Lacy pushed, plowed, bucked, and spun his way to 100 yards on 26 carries to power Green Bay's ground game. James Starks kicked in 26 yards on five touches, and Green Bay finished with 152 rushing yards on 38 carries en route to a 30-20 victory. The Packers had 11 more carries than any other team had attempted on the Lions all year, and Lacy became the first back to hit triple digits on Detroit since Game 16 of last season.

"It was big,” Packers coach Mike McCarthy, “That was the plan. I had one goal in mind, to make sure he touched it 20 times. I had to make sure he got his trips to the plate against this defense. I thought our offensive line really looked forward to the challenge all week, both in the run blocking and the pass protection. And I thought Eddie definitely delivered."

Given the state of quarterback Aaron Rodgers’ sore left calf coming into the game, achieving some offensive balance with the running game was key. But this type of dominance – against this front seven -- was eye-opening. And it began on the Packers’ first play from scrimmage. Lacy took the handoff and hit the middle of the line behind right guard T. J. Lang, dragging defenders for a dozen yards on his way to a 22-yard gain on first down.

Lacy ripped off ensuing runs of 5 and 8 yards, then took a breather as Starks made a 21-yard burst off right tackle and a 2-yard push up the middle. All told, Green Bay had 61 rushing yards on their its drive, which ended disappointingly on the Detroit 1-yard line after four failed attempts to punch it in. Micah Hyde would put up six points for the Packers on a 55-yard punt return minutes later, but offensively, the tone was set. The four faces of this “Mount Rush-No-More” defensive front – Ziggy Ansah, C.J. Mosley, Ndamukong Suh and Jason Jones – could not only be chipped away at, they could be broken apart.

“It’s just everybody doing their job,” right guard T.J. Lang said. “I feel like the last half of the season, we’ve been really productive on the ground. We take a lot of pride in running the ball. Eddie obviously did a real nice job of breaking some tackles and getting some extra yards.
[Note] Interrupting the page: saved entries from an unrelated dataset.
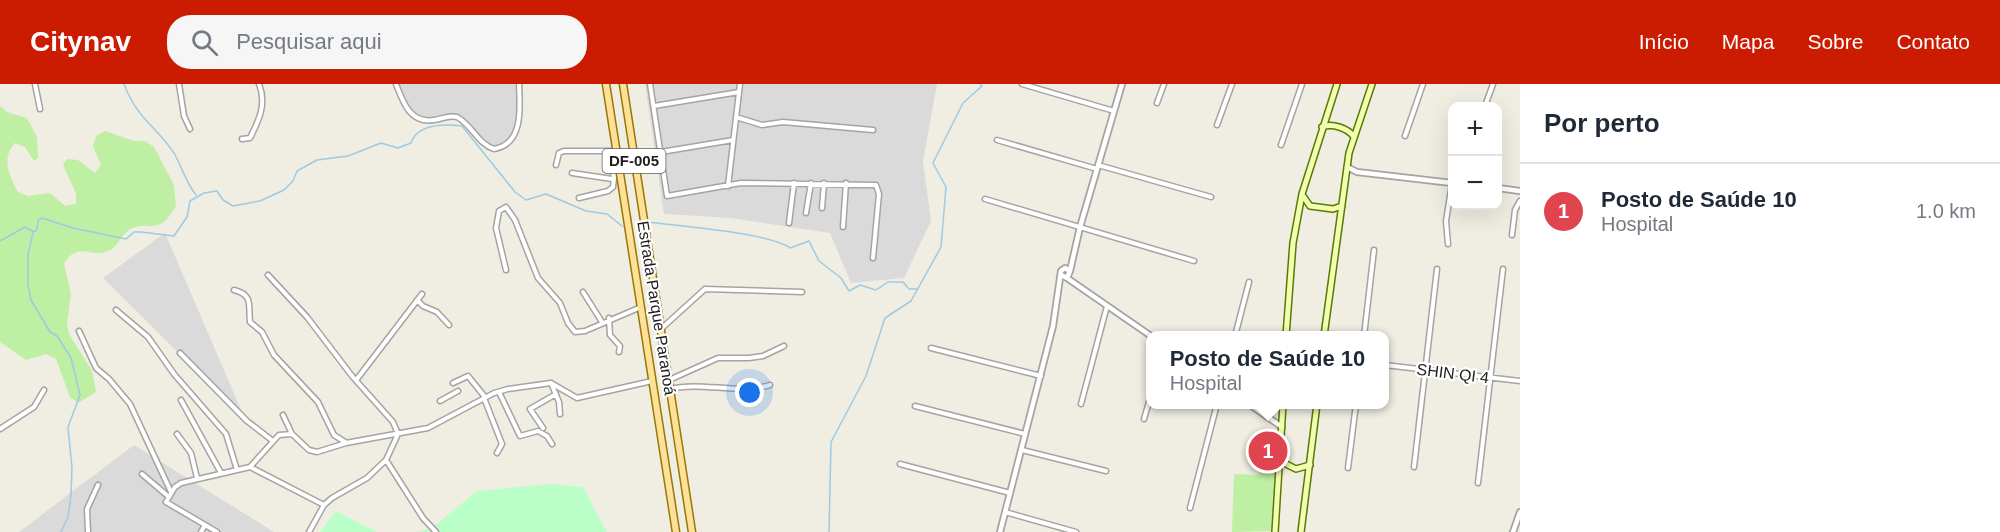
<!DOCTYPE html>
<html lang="pt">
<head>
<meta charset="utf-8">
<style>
	:root { --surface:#fff; --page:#f6f6f7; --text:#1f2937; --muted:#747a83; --line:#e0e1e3; --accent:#cb1b00 }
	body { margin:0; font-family:Arial,sans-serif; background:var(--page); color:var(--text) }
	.controls { position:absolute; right:18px; top:18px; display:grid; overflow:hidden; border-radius:12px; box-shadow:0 6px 24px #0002 }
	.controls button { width:54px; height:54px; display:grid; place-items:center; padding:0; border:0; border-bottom:2px solid var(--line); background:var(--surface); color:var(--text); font:30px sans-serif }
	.you { position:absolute; left:750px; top:309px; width:21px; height:21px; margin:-15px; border:4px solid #fff; border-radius:50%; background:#1a73e8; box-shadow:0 0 0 9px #1a73e833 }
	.badge { display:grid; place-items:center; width:39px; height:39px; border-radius:50%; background:var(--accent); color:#fff; font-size:20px; font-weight:700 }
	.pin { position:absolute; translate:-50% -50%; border:3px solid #fff; box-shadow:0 2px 6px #0006 }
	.popup { position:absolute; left:1146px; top:247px; width:243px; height:78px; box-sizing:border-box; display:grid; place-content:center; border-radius:12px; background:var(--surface); filter:drop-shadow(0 2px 4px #0005); font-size:20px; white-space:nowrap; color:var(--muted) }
	.popup b { font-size:22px; color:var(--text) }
	.popup::after { content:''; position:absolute; left:50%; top:100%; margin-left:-12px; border:12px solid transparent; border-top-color:var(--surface) }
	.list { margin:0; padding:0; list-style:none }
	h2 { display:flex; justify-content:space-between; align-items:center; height:78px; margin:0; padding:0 24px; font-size:26px }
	h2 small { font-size:20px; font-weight:400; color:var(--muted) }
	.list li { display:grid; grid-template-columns:39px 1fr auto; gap:18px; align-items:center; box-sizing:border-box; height:96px; padding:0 24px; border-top:2px solid var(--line) }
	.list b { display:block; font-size:22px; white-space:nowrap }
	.list p { margin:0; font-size:20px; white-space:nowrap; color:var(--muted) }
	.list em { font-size:20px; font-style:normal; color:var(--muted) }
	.icon { flex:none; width:33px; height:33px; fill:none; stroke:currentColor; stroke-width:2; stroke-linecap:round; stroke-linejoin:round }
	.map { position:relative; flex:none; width:1520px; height:448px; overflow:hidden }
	header { display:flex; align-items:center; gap:36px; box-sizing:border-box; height:84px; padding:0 30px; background:var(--accent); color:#fff }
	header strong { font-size:28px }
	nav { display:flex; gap:33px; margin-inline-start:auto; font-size:21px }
	.search { width:420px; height:54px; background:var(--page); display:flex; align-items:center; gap:15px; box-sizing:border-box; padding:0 21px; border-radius:24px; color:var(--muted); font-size:22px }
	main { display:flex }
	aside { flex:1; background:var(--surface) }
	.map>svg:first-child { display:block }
	.residential { fill:#dbdada }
	.grass { fill:#beefa2 }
	.park { fill:#baffc8 }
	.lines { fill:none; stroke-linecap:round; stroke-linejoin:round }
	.stream { stroke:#9ecae2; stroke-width:1.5 }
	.minor-casing { stroke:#a4a4a4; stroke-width:7 }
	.tertiary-casing { stroke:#a4a4a4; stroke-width:8 }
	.secondary-casing { stroke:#5c7900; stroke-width:8 }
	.primary-casing { stroke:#977800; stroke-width:9 }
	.minor { stroke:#fff; stroke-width:4 }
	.tertiary { stroke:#fff; stroke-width:4.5 }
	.secondary { stroke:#f1ffb1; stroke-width:5 }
	.primary { stroke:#ffe098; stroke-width:6 }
	.labels { text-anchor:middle; stroke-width:4.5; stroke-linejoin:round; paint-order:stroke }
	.shield { fill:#fff; stroke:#616161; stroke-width:1.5 }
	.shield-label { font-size:15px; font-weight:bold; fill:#1d1d1d }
	.street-label { font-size:16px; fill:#1d1d1d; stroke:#fff }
</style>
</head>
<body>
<header>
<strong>Citynav</strong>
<div class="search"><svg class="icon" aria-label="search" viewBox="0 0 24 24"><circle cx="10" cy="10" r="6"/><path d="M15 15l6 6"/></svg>Pesquisar aqui</div>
<nav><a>Início</a><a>Mapa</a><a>Sobre</a><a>Contato</a></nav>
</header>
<main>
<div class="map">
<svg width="1520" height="448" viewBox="0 0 1520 448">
	<rect width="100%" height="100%" fill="#f0ede2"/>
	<path class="residential" d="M396,0H518V42L501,64L482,58L454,32L417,34Z
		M645,0H937L923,77L931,137L904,194L851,199L830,149L731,134L664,130Z
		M165,149L245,335L103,194Z
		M134,361L274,448H19Z"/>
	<path class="grass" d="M0,22L7,28L27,34L37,53L38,74L34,77L25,63L15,59C1,74 9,92 18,108L28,112L50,109L65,122L76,120V109L63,81L67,75L78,76L95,89L101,81L93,62L96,52L105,47L134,57H145L154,63L174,101L176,122C157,155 149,134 129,146C121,151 118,162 110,166C90,176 80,156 64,179L71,211L67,239L69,250L92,287L96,308L78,319L70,313L56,275L46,270L26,276L0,258Z
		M1276,369L1272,447L1232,448L1234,390L1259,391L1266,370Z"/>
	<path class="park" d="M551,400L583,403L607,448H415L431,445L477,407Z
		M336,427L377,448H320Z"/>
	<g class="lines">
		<path class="stream" d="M124,0C137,35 156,42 174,69C182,83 185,97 196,111
			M648,138C677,142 771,149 790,164L809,157L819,177L841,194L849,207L860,201L876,206L888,198H903L909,205H918
			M33,149L28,170V201L31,216L50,248L57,252L71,274L80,311L68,343L72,384L71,411L68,433L61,448
			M0,157L25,143L34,148L37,146L38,137L42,134L73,144L126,155L134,148H141L174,152L187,133L190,117L204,109L217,107L223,116L233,122L260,117L284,106L293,97L297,87L317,76L348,72L381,59L398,64L411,59C418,39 445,40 462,42L515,108L526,116L546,110L586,127L607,130L622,142
			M829,448L831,358L866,292L885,234L911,217L941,163L946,103L933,79L963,19L982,2L980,0"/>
		<defs>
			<path id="minor" d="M35,0L40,25
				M179,0L184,32L190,45
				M396,0C403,18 410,40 434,36C442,35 448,31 457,33C472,41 478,60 494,65C524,60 520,23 519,0
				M650,0L667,112L741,99L876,101L879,110L873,174
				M1022,0L1114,27
				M1157,19L1164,0
				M654,22L739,8
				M1485,22L1493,0
				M736,33L762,41L783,38L873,46
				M1217,41L1232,0
				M1405,52L1423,0
				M242,55L250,54C259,36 267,20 259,0
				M997,56L1097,85
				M1281,61L1302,0
				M661,68L733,56
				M556,81L559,69L564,67H610
				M1098,81L1211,113
				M572,89L612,95L614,94L610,67
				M728,102L740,0
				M579,114L608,107L613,103L614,94
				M985,115L1194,177
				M822,124L824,99
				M806,129L811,99
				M789,139L794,99
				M843,143L846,99
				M1512,151L1515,126L1520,117
				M1448,160L1446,137L1452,99
				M506,186L496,144L499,127L506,123L515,136L538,194L560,219L568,239L575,248L585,247L641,223
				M268,191L307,233L352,292L393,338L398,350L386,376L367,394L332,414L324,421L309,448
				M234,206C254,211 248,222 250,238L262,248L274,271L318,318L334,351L345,358
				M583,208L602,238
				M417,216L423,222L437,228L449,241
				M116,226L148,253L174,290L226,350L237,386
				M609,234L610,251L620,262L619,268
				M662,244L705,205L802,208
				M79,247L96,284L109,295L130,320L171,408
				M1235,252L1249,198
				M1364,252L1374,166
				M931,264L1041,292
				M180,269L247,337L273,357
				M1385,281L1520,297
				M357,295L422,210
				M669,296L718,274H749L763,272L784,262
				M453,299L468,292L485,313
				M551,299L559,318L560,330
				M670,305C702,297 738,311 770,301
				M499,308L520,352L538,347L547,352L552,360
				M484,314L502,360L497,369
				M181,316L221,389
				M440,317L458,307
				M1081,320L1107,222
				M915,322L1025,350
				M283,331L292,350
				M1144,335L1151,311
				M543,344L530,325L556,310
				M0,345L34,323L44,306
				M177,350L191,369L197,394
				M1022,366L1106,387
				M386,376L423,434L436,448
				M900,380L1010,409
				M250,383L324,421
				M1414,383L1437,185
				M1348,384L1356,320
				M142,390L169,413
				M1478,399L1503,185
				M1190,424L1217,320
				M1005,428L1076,448
				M88,448L87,425L98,401
				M201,448L205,441
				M217,448L166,418L175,403L181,399L250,383L279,351L292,350L309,366L317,368L346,359L428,344L494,309L508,305L551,299L577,314L652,297"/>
			<path id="tertiary" d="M1347,83L1357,88L1452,99
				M1498,104L1520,107
				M1070,187L1080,143L1122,0
				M1067,194L1151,252
				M1249,320L1282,343
				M1000,448L1053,242L1061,187L1065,184L1070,187L1067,194L1061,191
				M1513,448L1520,428"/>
			<path id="secondary" d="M1322,43C1332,39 1348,44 1354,53
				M1303,112L1310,122L1333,125L1342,122
				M1286,252L1293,159L1302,110L1337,0
				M1324,252L1349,69L1372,0
				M1280,377L1296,385L1310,381
				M1275,448L1283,320
				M1301,448L1317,320"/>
			<path id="primary" d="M606,0L676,448
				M623,0L692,448"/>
		</defs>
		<use href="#minor" class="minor-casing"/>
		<use href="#tertiary" class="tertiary-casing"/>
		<use href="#secondary" class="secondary-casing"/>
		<use href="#primary" class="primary-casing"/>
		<use href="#minor" class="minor"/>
		<use href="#tertiary" class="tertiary"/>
		<use href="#secondary" class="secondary"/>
		<use href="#primary" class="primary"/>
	</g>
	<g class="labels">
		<rect class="shield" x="602.5" y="65" width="63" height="24" rx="4.5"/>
		<g class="shield-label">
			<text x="634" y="82">DF-005</text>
		</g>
		<g class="street-label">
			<text transform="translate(657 224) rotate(81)" y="6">Estrada Parque Paranoá</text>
			<text transform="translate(1453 289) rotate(7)" y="6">SHIN QI 4</text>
		</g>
	</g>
</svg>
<div class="controls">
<button>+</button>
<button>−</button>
</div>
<div class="you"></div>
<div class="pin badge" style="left:1268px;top:367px;background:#e0444e">1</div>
<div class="popup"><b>Posto de Saúde 10</b>Hospital</div>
</div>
<aside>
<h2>Por perto<small></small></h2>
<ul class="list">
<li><span class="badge" style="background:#e0444e">1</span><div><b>Posto de Saúde 10</b><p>Hospital</p></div><em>1.0 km</em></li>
</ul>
</aside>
</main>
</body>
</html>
He’s hard to bring down.

“If we were going to have a chance to win the game, we were going to have to rush the ball and be effective. And that’s a group you don’t really want to have to get into a passing game with with the way they rush the passer. So that was our big goal was to come in today and be effective on the ground, and to see Eddie get a 100 yards by a hair there at the end– that was a good accomplishment. We’ve been running the ball well the last seven or eight games and that’s something that everyone takes a lot of pride in.”

It took on an even greater significance when Rodgers injured his calf again, dropping to the turf after firing a 4-yard bullet to Randall Cobb to put Green Bay up 14-0 with 2:30 remaining in the half. Though Rodgers returned in the third quarter with the score knotted at 14 and delivered the kind of gritty performance that should earn him league MVP honors, Lacy continued to dish out punishment, grinding out 33 second-half yards, along with 26 through the air.

“Sore, that’s how I feel,” a smiling Lacy said after the game. “They’re a very physical team, and it’s tough to run the ball on them. But the offensive line did a great job opening up holes and the receivers did a great job blocking down field. I was able to get 100.”

It was the 11th 100-yard rushing performance by the Packers this season, including the last eight games in a row. They’re hoping for a few more before all is said and done.

“I think that’s what we build up to all year is to be able to run late in the season,” Lang said. “You know, Eddie didn’t have a great number of carries in the first half of the season. Second half we definitely amped it up a little bit and it’s something you have to do late in the season and the playoffs if you want to beat some good teams. To be well-balanced like that and keep teams guessing instead of relying on Aaron and the receivers to make all the plays for us -- running the ball is going to be big for this run we’re about to make and we feel like we’ve built momentum every week, so obviously, we’re happy.”

Happy they’re running. Happy they’re winning. And happy to have a week off.